What the task asks. If a line of the material holds the string "shadow", please copy it.

Records provided.
<<<<

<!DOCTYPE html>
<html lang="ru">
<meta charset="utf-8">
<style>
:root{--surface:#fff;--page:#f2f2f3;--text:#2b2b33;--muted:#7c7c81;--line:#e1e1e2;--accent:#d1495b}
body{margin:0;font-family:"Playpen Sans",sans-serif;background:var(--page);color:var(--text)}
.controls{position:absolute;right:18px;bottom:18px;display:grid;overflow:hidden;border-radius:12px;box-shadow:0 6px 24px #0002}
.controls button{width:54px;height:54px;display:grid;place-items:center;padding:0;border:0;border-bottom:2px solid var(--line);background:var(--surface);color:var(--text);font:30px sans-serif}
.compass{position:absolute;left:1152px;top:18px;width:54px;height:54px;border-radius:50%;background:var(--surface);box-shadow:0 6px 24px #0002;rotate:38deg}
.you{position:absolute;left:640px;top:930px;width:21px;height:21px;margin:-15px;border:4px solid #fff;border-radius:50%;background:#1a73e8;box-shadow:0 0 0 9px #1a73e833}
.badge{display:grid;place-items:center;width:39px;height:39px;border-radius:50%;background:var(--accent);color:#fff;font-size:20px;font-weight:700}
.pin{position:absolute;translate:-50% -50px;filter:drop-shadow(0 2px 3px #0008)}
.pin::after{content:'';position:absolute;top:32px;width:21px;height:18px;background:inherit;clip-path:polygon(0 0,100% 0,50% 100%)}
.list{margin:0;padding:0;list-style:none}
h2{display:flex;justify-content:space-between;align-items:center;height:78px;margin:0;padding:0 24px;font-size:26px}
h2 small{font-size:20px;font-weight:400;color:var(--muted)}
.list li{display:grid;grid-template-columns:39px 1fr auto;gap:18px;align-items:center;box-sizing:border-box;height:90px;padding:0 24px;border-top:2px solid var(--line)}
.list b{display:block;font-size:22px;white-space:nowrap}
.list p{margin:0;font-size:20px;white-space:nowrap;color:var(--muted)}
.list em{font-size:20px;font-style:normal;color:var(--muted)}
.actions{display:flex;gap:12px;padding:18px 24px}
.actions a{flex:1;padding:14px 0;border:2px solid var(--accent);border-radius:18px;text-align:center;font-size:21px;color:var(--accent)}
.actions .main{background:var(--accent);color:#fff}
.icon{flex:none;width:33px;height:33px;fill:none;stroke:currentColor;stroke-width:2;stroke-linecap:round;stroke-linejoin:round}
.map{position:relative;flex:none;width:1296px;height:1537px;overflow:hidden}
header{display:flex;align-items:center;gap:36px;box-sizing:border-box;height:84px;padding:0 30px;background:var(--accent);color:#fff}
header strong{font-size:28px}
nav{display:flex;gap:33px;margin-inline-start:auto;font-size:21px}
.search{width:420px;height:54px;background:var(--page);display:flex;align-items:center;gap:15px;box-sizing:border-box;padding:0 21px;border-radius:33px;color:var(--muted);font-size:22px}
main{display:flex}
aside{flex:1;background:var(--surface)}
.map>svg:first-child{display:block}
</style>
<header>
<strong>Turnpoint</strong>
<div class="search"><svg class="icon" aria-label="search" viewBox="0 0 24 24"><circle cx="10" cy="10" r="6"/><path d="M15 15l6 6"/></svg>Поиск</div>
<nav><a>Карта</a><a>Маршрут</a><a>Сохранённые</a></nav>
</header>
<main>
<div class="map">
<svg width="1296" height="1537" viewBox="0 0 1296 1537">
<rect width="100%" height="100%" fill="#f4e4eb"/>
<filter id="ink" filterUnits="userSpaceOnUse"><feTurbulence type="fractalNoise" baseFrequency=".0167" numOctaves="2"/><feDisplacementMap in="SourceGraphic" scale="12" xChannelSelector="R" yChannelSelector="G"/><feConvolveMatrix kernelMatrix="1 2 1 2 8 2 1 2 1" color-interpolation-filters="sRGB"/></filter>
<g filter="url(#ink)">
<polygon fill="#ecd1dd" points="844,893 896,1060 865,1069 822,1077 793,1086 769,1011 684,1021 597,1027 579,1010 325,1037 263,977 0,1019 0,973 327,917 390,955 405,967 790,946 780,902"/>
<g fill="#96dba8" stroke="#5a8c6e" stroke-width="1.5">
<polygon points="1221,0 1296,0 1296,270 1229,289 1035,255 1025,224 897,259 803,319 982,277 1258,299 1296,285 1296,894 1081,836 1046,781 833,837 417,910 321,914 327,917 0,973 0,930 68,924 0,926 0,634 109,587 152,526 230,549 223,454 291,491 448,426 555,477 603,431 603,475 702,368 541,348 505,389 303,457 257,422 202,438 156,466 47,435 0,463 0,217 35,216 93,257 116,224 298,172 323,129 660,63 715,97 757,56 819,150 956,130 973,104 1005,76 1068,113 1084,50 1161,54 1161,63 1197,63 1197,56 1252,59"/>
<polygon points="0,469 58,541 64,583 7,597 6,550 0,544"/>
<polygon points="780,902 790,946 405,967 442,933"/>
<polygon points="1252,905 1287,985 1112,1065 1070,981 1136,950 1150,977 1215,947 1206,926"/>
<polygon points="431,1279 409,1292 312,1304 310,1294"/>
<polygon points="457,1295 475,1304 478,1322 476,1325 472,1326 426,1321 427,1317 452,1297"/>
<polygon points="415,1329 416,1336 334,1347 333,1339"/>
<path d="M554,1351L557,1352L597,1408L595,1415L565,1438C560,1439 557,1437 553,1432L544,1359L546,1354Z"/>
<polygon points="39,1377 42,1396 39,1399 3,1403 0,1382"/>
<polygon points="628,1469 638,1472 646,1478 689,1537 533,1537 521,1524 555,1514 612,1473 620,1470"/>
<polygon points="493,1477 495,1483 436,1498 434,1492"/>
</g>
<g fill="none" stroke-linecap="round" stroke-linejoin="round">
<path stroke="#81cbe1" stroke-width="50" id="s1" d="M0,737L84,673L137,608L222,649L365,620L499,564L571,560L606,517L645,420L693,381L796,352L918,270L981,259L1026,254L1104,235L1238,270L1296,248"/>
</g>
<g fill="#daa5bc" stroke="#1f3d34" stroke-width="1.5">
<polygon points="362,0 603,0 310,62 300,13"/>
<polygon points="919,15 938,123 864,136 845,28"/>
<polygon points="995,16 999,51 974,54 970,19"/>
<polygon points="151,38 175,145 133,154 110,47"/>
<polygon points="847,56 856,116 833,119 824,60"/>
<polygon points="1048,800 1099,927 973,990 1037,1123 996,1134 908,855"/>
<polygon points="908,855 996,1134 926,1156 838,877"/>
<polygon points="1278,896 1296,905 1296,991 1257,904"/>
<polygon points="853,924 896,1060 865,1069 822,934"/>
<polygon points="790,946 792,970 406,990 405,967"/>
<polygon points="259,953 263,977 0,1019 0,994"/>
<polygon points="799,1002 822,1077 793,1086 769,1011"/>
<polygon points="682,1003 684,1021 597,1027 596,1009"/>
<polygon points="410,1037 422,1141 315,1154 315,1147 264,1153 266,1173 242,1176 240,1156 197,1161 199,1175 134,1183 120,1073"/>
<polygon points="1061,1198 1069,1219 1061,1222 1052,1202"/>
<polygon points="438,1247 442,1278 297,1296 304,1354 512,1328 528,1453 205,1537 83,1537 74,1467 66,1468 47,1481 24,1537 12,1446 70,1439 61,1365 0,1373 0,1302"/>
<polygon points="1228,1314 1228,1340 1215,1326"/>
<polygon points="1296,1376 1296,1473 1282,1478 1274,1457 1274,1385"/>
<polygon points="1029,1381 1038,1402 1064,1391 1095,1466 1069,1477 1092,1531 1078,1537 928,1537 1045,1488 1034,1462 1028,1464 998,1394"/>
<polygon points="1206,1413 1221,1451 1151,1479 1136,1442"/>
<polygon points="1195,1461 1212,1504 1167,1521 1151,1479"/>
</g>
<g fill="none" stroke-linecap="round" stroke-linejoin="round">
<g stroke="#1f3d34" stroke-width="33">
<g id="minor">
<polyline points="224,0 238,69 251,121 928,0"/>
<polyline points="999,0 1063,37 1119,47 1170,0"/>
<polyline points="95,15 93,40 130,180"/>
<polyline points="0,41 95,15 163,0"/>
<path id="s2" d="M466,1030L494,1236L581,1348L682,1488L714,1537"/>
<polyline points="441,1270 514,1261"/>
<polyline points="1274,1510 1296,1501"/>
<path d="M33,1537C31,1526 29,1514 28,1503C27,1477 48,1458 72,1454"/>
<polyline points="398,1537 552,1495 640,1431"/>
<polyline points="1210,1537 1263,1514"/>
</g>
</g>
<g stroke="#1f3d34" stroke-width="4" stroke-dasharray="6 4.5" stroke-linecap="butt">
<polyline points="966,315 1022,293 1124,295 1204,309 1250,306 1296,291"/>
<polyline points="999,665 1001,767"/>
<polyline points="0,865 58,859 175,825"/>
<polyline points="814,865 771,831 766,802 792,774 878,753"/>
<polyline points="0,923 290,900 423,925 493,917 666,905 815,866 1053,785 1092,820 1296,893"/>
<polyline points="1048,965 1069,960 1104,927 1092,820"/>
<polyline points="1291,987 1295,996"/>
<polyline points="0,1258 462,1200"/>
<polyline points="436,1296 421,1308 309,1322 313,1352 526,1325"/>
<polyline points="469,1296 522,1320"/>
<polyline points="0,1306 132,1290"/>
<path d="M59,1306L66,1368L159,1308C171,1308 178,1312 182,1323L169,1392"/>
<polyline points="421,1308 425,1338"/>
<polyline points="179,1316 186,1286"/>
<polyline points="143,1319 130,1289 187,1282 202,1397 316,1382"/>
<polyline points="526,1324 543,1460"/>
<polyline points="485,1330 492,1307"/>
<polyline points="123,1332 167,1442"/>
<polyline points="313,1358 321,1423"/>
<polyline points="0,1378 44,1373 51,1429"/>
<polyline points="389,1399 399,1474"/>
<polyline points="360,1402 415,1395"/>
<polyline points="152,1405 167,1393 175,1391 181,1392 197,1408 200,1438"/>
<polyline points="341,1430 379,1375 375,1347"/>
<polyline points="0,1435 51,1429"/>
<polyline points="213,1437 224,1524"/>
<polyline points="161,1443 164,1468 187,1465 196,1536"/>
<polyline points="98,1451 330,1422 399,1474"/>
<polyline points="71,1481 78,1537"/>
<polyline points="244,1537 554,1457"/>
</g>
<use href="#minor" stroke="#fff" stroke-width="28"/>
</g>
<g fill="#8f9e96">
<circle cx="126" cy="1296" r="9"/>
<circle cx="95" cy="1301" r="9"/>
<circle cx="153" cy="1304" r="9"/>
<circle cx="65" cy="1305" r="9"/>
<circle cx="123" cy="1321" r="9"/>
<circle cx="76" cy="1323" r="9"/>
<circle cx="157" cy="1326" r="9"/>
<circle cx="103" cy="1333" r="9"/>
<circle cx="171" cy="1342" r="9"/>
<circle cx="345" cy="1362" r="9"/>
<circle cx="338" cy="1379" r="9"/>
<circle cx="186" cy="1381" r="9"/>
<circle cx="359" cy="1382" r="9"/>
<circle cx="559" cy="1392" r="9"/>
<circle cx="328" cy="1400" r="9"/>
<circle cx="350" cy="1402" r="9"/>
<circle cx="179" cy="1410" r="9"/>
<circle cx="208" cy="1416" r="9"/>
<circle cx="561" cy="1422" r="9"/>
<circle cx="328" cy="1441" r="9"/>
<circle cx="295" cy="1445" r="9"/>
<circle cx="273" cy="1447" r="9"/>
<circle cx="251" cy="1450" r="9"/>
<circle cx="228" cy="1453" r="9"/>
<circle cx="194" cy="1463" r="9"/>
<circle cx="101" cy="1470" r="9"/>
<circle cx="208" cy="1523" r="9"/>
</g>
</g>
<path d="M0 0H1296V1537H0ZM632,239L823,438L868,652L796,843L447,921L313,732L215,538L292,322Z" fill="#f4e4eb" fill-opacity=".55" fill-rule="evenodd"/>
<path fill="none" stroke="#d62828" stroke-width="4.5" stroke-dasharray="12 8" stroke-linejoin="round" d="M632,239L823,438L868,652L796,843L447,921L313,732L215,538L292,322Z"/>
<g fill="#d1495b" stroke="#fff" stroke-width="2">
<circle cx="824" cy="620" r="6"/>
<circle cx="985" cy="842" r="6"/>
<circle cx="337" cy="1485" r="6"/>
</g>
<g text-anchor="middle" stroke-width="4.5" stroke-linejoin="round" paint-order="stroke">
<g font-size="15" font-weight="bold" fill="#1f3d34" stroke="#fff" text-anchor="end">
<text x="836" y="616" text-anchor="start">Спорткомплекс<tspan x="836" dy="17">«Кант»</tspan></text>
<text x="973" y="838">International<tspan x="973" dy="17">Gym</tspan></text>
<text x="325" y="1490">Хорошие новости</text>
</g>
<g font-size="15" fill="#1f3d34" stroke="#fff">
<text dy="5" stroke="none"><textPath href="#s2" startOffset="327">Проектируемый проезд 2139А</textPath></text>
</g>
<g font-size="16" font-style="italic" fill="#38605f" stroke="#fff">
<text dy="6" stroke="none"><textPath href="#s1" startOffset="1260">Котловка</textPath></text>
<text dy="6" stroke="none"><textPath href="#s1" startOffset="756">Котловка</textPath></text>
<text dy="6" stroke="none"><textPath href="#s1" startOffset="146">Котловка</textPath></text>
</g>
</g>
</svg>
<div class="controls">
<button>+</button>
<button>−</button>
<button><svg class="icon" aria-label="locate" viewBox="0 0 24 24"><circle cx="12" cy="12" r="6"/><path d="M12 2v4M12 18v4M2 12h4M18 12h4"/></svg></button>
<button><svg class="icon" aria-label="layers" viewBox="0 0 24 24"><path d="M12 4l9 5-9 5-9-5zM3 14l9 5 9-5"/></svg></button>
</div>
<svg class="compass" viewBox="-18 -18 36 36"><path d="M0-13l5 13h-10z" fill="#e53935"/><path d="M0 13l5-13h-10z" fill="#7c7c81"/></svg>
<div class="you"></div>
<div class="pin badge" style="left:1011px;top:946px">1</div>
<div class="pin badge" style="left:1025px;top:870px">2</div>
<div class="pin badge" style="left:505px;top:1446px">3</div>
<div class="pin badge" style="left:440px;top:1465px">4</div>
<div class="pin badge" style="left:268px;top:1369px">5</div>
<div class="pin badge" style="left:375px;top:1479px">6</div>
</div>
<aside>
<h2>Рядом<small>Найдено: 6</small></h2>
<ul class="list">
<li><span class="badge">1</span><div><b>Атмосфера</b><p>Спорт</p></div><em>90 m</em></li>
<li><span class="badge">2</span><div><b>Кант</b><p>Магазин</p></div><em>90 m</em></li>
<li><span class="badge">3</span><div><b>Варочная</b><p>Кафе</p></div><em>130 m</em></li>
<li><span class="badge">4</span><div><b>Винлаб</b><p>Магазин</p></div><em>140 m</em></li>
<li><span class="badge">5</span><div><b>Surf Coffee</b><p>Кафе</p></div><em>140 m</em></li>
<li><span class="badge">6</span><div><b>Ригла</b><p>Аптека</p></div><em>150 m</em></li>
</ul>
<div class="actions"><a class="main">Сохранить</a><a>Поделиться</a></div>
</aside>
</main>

>>>>

Answer space.
.controls{position:absolute;right:18px;bottom:18px;display:grid;overflow:hidden;border-radius:12px;box-shadow:0 6px 24px #0002}
.compass{position:absolute;left:1152px;top:18px;width:54px;height:54px;border-radius:50%;background:var(--surface);box-shadow:0 6px 24px #0002;rotate:38deg}
.you{position:absolute;left:640px;top:930px;width:21px;height:21px;margin:-15px;border:4px solid #fff;border-radius:50%;background:#1a73e8;box-shadow:0 0 0 9px #1a73e833}
.pin{position:absolute;translate:-50% -50px;filter:drop-shadow(0 2px 3px #0008)}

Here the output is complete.